高齢者の肺がん治療

高齢者の定義

何歳からを高齢者とするかについてはいろいろな考え方がありますが、日本の「高齢者の医療の確保に関する法律」では65〜74歳を前期高齢者、75歳以上を後期高齢者としています。このため、一般的には65歳以上を高齢者と呼ぶことが多いでしょう。

しかし、現在の高齢者は、10〜20年前に比べると心身の健康状態が明らかに良く、65歳以上でも元気な方がたくさんいらっしゃいます。このため、日本老年医学会と日本老年学会では、65〜74歳を准高齢者、75〜89歳を高齢者、90歳以上を超高齢者と定義してはどうかと提案しています。

なお、肺がんでは、新たに肺がんと診断された患者さんの約8割が65歳以上、約5割が75歳以上と、高齢の患者さんが大半を占めています(国立がん研究センターがん対策情報センター、年齢階級別肺癌罹患数全国推計値 2013年)。

がんの進行に対する年齢の影響は一概にはいえず、患者さんの体力やその他の病気の有無、肺がんの組織型等によりさまざまです。高齢者だからがんの進行速度が速い、あるいは遅いといったことは明らかにはなっていません。

治療方法

日本肺癌学会が作成している「肺癌診療ガイドライン2023年版」では、75歳以上を高齢者としており、必要に応じて75歳未満の患者さんとは別の治療方法を提案しています。

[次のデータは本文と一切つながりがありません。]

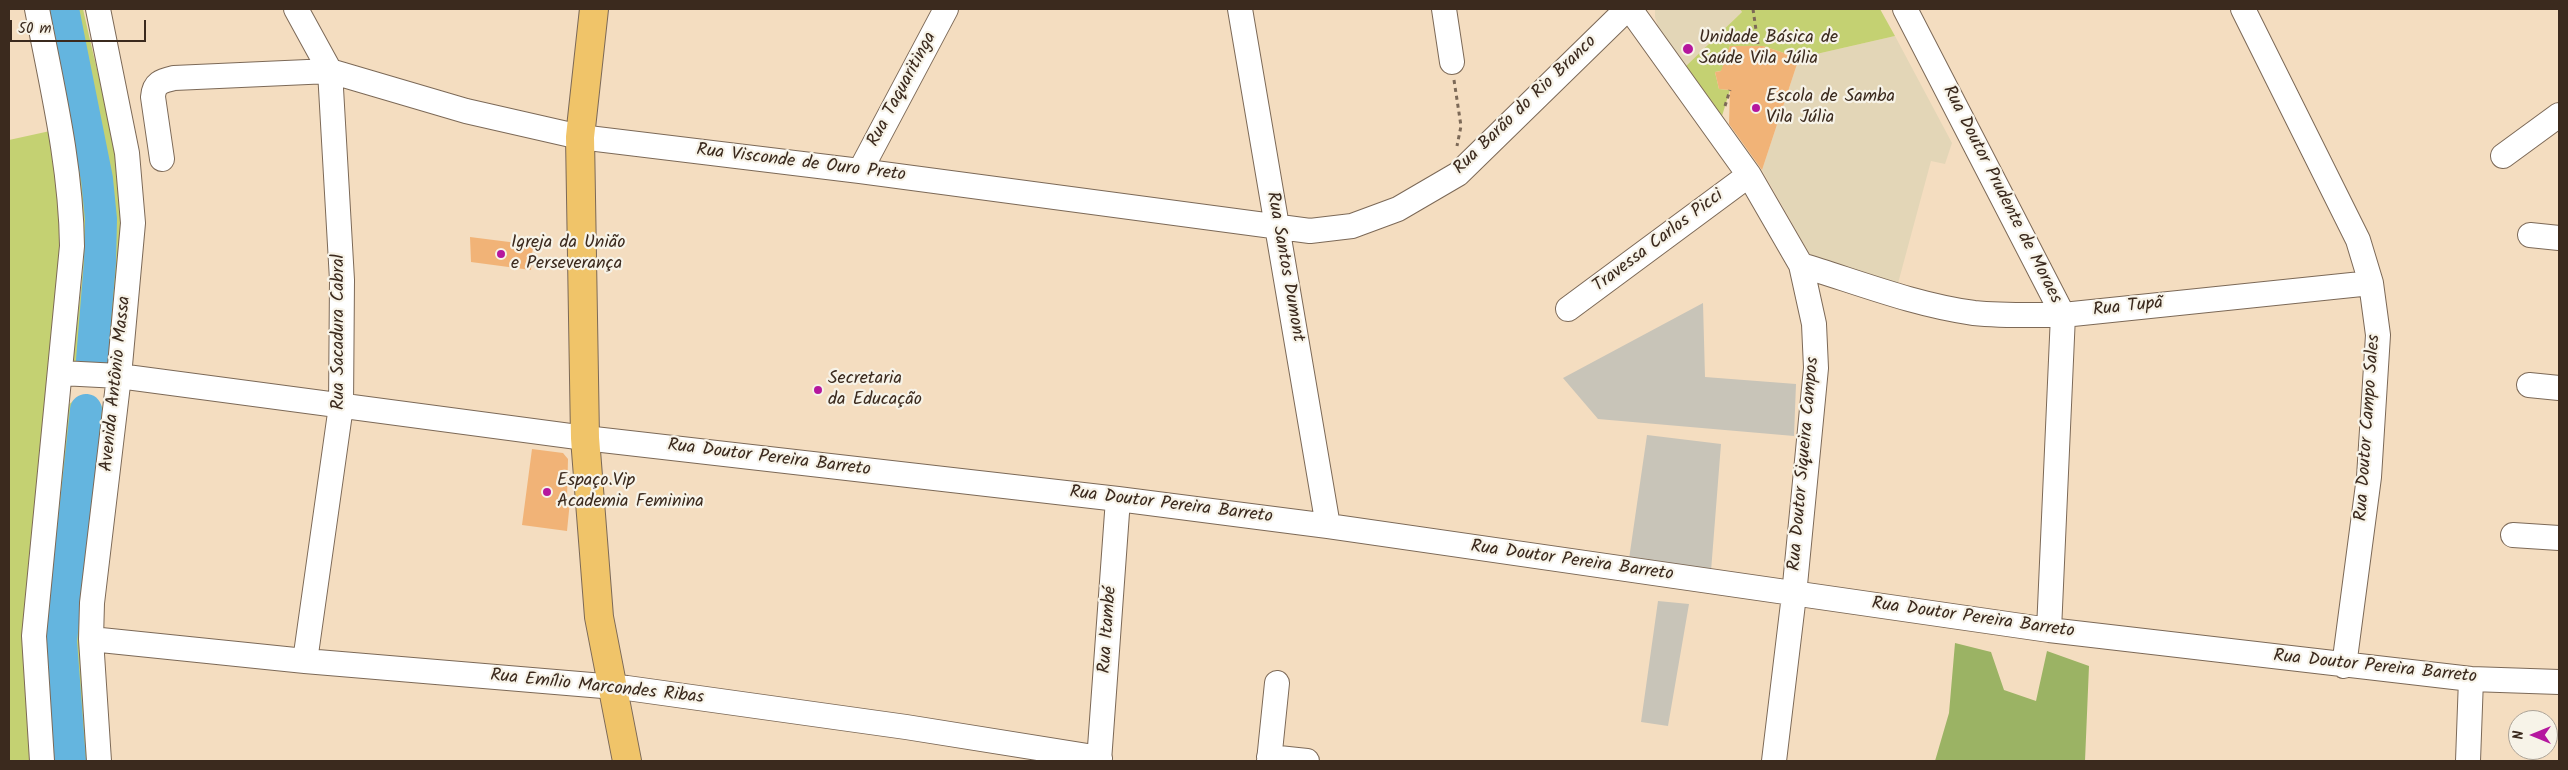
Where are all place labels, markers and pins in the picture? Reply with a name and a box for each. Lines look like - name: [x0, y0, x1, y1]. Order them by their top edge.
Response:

手術をすべきかどうかを決める際、年齢だけを理由に判断することはありません。一般的に、年齢を重ねると心臓や肺の機能は低下していきますが、検査で問題がなければ手術も選択されます。放射線治療も同様で、年齢だけで放射線治療を行うかどうかを決めることはありません。

高齢になると、がん以外の病気にかかっていることが多く、薬物療法はそのような合併症を悪化させることがあります。また、副作用に耐えられるほどの体力がないこともあります。そこで、「肺癌診療ガイドライン2021年版」によれば、ドライバー遺伝子変異陰性の非小細胞肺がんに対する標準的な薬物療法は2種類の抗がん剤(免疫チェックポイント阻害薬を加えることもあります)でおこなわれますが、75歳を境に異なる薬剤が選択されます。ただし、年齢のみで薬物療法をおこなうかどうかを決めることはありません。

現在では、以前より副作用の少ない薬剤が開発され、副作用をやわらげる治療方法も進歩してきたことから、全身状態が良く、合併症の問題がない、心身ともに元気な高齢患者さんに対しては薬物療法を行うことが増えると予想されています。その一方で、身体の負担を考えて、積極的な薬物療法よりも副作用の少ない治療を選ぶ、あるいは治療しないという考え方もあります。どのような治療方法を選ぶかは、治療に何を望むのか、どのような生活を望むのかをご家族や医師とよく話し合った上で決めましょう。